Cable Tray Wiring Systems Have Many Cost Advantages
Cost is usually a major consideration in the selection of a wiring system.
This article provides information as to where cable tray wiring system cost
savings will occur; however, it is not the intent of this article to state
that the selection of a wiring system should be based only on cost.
Early in the life of a project, the costs and the features of the
applicable wiring methods should be evaluated to provide decision
information for the selection of the best possible wiring method or methods
for the project. The evaluations should include items that relate to cost,
dependability, future changes, maintenance, safety, and space savings.
Usually the evaluation will determine if a cable tray wiring system or a
conduit wiring system is to be selected as the projects major wiring
system. Both large scale and small cable tray wiring systems have been in
use for the last 45 years in North America and longer in other parts of the
world.
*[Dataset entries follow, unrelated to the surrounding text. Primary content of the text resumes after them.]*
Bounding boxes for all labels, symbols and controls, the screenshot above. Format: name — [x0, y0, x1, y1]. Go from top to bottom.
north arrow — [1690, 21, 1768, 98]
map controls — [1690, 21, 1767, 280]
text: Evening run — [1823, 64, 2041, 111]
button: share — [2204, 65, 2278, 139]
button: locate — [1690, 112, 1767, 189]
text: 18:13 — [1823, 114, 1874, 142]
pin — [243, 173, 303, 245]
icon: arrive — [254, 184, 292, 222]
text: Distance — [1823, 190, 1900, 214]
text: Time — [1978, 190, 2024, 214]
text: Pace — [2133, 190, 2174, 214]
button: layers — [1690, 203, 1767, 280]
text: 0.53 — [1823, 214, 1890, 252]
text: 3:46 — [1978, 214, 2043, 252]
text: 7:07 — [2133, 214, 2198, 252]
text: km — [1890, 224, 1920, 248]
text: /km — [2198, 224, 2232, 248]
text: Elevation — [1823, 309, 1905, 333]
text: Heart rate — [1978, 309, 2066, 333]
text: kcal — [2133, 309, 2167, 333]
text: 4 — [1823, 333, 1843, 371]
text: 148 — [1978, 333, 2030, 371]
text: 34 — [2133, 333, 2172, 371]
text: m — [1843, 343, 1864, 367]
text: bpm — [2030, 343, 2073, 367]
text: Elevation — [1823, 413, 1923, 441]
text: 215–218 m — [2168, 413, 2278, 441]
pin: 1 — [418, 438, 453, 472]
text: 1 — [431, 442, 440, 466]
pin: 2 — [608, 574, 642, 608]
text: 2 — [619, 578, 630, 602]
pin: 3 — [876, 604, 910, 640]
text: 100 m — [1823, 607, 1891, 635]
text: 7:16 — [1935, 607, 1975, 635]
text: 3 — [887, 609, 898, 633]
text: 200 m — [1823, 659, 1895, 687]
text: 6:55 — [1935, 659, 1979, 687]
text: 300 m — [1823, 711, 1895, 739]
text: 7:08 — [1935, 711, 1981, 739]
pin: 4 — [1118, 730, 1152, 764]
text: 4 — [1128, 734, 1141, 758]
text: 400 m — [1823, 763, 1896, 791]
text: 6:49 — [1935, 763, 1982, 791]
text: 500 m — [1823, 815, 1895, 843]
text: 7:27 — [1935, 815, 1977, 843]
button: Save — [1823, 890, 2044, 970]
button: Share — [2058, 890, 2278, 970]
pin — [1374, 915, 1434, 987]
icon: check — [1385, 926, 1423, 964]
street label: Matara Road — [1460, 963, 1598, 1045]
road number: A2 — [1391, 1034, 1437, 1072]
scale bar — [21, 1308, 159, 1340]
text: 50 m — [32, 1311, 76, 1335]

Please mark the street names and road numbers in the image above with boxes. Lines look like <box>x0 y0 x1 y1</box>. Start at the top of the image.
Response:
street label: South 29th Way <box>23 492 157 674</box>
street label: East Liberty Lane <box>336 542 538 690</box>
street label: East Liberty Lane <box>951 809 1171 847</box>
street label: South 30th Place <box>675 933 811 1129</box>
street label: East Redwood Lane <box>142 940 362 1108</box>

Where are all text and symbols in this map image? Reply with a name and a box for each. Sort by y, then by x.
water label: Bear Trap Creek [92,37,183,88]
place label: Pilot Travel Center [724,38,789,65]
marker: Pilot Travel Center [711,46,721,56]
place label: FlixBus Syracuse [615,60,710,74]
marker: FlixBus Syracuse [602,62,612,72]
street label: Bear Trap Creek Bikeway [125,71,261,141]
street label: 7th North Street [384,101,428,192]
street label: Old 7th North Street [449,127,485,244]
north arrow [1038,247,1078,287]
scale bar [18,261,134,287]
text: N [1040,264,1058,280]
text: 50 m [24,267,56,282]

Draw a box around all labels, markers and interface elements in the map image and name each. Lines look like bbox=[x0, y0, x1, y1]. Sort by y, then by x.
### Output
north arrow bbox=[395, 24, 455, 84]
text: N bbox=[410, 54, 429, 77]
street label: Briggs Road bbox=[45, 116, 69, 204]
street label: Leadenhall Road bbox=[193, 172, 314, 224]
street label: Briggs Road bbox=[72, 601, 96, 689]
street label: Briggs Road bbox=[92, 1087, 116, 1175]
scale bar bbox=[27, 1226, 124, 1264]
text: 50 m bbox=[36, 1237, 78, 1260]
Forty-five years of operating experience has proven that cable tray
wiring systems are superior to conduit system wiring systems for power,
control signal and instrumentation circuits.
The following functions must be properly executed to obtain a quality
wiring system installation:
- Select the most desirable wiring method.
- Properly design the wiring systems.
- Specify quality materials.
- Plan and execute the installation's sequence of activities and the techniques to be used.
- Control of the quality of the installation.
Depending on the type of circuits and the wiring density, an installed
cable tray wiring system may result in a total cost reduction (material +
labor) of up to 60 percent compared to the cost of an equivalent conduit
wiring system. There is also the potential for cost savings to occur in the
design, material procurement, installation and maintenance areas when the
wiring system is a cable tray wiring system.
Potential Design Cost Savings:
Very few projects are completely defined at the start of design. As a
project progresses through the design phase, the operating logic and safety
requirements are developed and refined. The changes and additions required
to meet the projects needs occur all through the design cycle and at times
even into the initial construction phase. For projects that are not 100
percent defined before the start of design, the cost of and time used to
cope with changes during the engineering and drafting design phases will be
substantially less for a cable tray wiring system than for an equivalent
conduit system.
It only takes a few minutes of design time to change the width of a cable
tray to gain significant additional cable fill capacity. For an additional
cost of less than 10 percent of the basic cable tray cost, 6 inches of
additional cable tray width can be obtained. This extra 6 inches will
accommodate large numbers of small diameter analog and/or digital signal
cables. Where banks of conduits are involved, any change in wiring capacity
requirements during the late stages of engineering and drafting design are
very costly and time consuming. Significant conduit system additions or
revisions are usually required to provide exit and/or entry points in the
conduit runs for the circuit additions made late in the design phase. Cable
tray's unique feature that allows a cable to enter or exit a cable tray
anywhere along the cable tray's route provides for the easy accommodation
of cable additions. No raceway wiring system has this unique feature.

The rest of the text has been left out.